F Natural Minor Scale on Ukulele
Diagram, notes, and audio for the F Natural Minor scale on ukulele. Free in your browser.
About F Natural Minor on ukulele
If you have only one scale in your back pocket on ukulele, make it the F Natural Minor. Compared to its neighbours it sounds sad, introspective, and folk-like, which is why it gets picked for specific moments rather than everywhere. Spell the scale and you get F, G, G#, A#, C, C#, D# — memorise that order before you worry about positions.

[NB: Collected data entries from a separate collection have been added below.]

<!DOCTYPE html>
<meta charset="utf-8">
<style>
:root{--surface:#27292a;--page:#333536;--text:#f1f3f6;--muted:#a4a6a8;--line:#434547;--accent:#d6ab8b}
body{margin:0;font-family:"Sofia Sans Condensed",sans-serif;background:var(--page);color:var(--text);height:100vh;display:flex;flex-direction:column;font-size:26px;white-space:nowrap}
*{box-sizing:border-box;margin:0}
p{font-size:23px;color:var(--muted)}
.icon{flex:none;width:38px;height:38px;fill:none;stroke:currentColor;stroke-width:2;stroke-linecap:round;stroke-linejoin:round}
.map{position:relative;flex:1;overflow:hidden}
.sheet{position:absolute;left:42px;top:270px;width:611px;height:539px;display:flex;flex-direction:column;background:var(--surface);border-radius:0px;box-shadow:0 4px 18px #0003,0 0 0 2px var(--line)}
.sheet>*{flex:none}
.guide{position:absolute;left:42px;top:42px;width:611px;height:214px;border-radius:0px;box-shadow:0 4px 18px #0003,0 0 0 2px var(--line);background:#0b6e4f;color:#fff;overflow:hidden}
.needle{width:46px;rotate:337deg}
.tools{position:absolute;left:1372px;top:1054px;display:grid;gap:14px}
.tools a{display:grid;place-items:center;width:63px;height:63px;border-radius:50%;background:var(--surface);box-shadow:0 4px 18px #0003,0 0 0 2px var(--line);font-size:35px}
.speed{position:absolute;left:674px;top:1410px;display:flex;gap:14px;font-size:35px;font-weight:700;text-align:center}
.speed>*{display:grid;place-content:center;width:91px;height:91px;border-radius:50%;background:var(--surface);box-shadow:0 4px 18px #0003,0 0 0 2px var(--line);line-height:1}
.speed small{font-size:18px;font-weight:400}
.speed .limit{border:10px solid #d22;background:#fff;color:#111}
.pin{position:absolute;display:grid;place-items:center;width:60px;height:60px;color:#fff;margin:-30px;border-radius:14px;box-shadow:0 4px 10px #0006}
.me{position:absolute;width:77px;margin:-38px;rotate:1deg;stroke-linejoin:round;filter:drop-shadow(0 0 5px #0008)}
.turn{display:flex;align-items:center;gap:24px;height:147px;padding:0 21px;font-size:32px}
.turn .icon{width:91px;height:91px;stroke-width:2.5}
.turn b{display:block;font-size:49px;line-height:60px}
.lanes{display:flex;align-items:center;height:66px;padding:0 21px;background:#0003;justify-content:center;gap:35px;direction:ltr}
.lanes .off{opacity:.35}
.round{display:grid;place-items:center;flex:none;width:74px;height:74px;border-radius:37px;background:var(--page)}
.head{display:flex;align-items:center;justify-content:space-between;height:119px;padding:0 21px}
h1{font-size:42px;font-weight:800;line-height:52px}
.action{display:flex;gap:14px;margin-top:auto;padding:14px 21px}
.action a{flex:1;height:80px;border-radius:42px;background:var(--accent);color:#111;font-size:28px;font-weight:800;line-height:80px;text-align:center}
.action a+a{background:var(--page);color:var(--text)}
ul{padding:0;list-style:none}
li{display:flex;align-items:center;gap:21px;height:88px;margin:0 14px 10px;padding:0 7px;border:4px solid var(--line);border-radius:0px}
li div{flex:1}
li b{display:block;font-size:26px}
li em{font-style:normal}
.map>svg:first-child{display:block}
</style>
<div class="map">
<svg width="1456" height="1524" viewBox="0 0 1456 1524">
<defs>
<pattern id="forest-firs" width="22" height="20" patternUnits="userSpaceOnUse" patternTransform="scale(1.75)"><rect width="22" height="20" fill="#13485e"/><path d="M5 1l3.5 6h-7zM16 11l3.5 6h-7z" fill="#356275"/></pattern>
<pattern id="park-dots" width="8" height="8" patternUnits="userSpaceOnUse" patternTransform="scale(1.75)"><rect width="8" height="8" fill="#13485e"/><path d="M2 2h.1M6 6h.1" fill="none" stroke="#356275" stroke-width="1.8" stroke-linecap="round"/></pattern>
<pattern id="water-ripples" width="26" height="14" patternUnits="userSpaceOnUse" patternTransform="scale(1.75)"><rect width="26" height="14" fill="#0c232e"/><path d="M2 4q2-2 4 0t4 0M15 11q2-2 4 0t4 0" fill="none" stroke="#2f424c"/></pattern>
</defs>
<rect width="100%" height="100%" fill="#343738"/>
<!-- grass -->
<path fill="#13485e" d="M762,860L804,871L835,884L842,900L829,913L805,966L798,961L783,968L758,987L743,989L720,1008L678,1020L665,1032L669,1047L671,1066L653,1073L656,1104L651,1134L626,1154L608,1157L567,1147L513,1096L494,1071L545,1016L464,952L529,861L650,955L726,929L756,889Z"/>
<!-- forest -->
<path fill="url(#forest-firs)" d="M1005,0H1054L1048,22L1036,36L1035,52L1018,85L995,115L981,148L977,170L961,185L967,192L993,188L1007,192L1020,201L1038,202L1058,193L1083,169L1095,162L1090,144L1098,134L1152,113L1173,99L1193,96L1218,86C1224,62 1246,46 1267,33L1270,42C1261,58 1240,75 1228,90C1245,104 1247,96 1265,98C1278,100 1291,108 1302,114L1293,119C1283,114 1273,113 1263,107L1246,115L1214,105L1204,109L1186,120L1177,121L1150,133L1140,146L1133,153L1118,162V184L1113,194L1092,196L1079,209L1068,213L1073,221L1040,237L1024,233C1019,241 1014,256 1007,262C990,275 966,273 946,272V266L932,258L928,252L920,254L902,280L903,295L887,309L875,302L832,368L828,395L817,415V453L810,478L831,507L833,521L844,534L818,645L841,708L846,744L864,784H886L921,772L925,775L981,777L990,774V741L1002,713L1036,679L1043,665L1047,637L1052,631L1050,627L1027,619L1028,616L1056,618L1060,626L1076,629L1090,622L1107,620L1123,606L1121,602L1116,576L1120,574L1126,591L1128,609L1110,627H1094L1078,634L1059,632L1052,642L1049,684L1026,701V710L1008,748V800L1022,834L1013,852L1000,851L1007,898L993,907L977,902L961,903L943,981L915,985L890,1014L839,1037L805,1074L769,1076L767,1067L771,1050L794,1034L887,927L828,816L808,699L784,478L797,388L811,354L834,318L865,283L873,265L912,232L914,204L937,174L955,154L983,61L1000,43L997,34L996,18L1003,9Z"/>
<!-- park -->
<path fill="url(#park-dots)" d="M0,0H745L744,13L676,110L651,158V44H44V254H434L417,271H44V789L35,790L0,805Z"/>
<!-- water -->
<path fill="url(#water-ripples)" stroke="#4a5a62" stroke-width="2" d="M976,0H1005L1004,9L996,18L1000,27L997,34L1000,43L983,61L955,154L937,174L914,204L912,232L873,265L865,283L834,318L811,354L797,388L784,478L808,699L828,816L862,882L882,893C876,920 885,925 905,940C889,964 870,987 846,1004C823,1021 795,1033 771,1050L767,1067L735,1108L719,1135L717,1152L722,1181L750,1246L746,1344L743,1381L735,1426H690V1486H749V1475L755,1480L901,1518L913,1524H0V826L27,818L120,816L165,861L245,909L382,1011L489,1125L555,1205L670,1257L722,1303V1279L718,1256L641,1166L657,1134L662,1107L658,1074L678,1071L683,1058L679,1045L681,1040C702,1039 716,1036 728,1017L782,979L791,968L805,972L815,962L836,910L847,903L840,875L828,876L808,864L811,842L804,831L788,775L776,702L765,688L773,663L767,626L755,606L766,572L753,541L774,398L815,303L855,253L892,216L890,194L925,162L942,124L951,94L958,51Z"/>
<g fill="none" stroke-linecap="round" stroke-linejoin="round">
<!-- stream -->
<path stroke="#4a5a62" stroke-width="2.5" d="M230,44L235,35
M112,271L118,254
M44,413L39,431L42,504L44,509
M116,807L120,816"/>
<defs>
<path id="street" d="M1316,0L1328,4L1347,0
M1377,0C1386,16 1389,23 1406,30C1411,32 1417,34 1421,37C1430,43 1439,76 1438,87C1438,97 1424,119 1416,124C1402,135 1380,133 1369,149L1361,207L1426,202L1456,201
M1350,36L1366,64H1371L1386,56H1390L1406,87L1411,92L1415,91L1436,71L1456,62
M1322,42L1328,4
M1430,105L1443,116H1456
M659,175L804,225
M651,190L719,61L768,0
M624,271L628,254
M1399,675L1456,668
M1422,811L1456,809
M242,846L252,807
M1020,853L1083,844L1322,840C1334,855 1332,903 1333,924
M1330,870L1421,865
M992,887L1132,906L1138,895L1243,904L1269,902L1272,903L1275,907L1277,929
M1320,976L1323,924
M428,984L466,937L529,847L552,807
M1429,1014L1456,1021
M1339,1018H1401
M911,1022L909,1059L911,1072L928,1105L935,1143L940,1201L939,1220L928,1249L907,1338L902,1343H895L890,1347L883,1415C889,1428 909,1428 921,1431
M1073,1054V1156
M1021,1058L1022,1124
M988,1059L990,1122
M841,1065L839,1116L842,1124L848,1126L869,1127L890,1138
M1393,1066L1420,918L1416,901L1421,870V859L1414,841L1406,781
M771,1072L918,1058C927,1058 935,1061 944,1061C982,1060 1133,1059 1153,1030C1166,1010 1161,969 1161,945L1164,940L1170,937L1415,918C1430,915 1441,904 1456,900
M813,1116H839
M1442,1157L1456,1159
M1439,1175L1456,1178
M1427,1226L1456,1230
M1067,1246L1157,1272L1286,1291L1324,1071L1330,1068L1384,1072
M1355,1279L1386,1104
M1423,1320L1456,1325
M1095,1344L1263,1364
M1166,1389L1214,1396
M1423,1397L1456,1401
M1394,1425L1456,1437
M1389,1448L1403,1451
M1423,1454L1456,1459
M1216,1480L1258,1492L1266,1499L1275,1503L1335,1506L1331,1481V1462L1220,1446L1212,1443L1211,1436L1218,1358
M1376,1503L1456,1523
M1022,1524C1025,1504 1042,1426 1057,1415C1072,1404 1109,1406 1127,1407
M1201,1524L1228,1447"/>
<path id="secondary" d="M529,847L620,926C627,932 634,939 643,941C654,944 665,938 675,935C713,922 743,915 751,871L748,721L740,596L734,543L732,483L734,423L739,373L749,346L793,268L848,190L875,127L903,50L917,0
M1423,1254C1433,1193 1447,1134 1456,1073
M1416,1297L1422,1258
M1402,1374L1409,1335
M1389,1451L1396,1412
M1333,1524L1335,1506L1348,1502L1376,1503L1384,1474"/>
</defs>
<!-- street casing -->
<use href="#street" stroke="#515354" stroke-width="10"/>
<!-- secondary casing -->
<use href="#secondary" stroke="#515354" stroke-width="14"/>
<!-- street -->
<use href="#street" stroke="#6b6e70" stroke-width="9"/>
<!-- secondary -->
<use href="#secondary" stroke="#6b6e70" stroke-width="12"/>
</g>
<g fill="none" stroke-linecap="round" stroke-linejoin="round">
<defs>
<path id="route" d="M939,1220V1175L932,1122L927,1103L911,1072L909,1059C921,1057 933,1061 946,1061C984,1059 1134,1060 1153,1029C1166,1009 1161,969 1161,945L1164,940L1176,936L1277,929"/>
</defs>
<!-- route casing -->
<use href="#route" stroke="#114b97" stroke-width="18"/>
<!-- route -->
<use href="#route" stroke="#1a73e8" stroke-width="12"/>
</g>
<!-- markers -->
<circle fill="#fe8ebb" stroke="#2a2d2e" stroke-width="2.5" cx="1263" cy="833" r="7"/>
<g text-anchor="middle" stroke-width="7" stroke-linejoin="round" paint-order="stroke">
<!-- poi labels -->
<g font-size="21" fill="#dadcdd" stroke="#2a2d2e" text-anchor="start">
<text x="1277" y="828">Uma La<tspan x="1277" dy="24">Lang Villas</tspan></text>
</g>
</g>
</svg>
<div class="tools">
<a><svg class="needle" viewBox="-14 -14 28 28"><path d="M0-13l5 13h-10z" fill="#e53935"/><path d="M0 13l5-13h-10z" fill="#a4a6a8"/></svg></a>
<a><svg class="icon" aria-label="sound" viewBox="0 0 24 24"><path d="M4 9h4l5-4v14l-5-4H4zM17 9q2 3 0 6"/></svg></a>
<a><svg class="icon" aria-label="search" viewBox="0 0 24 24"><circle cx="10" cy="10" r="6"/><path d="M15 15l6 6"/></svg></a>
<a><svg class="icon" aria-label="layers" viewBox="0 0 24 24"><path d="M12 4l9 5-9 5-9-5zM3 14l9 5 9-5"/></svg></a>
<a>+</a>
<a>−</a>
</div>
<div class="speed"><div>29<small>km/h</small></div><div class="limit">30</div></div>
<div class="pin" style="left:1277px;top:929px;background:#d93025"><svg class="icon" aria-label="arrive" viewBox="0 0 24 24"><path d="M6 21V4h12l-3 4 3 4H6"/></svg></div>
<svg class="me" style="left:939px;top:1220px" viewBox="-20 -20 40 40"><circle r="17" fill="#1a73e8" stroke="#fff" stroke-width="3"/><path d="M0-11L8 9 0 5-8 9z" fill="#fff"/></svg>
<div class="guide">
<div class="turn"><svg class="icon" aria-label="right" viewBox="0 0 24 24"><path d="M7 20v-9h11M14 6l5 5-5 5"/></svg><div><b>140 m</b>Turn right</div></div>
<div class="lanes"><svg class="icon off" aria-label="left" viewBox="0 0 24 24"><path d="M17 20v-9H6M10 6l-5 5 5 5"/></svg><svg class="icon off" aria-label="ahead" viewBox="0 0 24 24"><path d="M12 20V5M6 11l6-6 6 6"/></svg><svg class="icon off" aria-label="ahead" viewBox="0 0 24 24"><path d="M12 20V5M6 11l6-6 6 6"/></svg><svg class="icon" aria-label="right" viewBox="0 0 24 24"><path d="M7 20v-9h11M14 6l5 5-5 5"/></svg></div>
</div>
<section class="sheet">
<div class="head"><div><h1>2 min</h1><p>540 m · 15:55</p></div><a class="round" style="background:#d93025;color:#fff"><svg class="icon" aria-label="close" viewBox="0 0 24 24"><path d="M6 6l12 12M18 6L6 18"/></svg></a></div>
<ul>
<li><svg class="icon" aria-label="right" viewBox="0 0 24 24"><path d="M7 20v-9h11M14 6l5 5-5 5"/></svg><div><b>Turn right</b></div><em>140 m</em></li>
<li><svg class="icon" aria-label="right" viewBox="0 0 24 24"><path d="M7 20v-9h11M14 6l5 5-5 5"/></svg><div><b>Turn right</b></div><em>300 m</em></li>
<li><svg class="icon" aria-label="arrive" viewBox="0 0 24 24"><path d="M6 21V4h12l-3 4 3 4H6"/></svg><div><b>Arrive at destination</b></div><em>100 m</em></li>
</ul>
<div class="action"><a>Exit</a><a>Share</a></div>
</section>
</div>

On a standard GCEA ukulele the scale spans the full range across the four strings; the diagram lights every fret up to the 12th so you can pick a comfortable spot. From a music-theory angle the scale's interval pattern matters more than the note names — start on a different root and you still hear the same flavour. Once the scale feels familiar, switch instrument above to see the same notes laid out a different way.
Frequently asked questions
- What notes are in the F Natural Minor scale?
- The F Natural Minor scale contains the notes F, G, G#, A#, C, C#, D#. That is 7 pitch classes, played in that order from the root upward.
- What does Natural Minor mean in music theory?
- Natural Minor is seven notes built from a fixed pattern of whole and half steps. The interval pattern is the same in every key — choosing F as the root just shifts every pitch up or down without changing the scale's character.
- How do I practise F Natural Minor on ukulele?
- Start with the diagram on this page, play the notes slowly ascending and descending, then add a metronome at a comfortable tempo. Once the fingering is automatic, try improvising short phrases that always land back on F.
Switch instruments
See F Natural Minor on a different instrument — same notes, new diagram.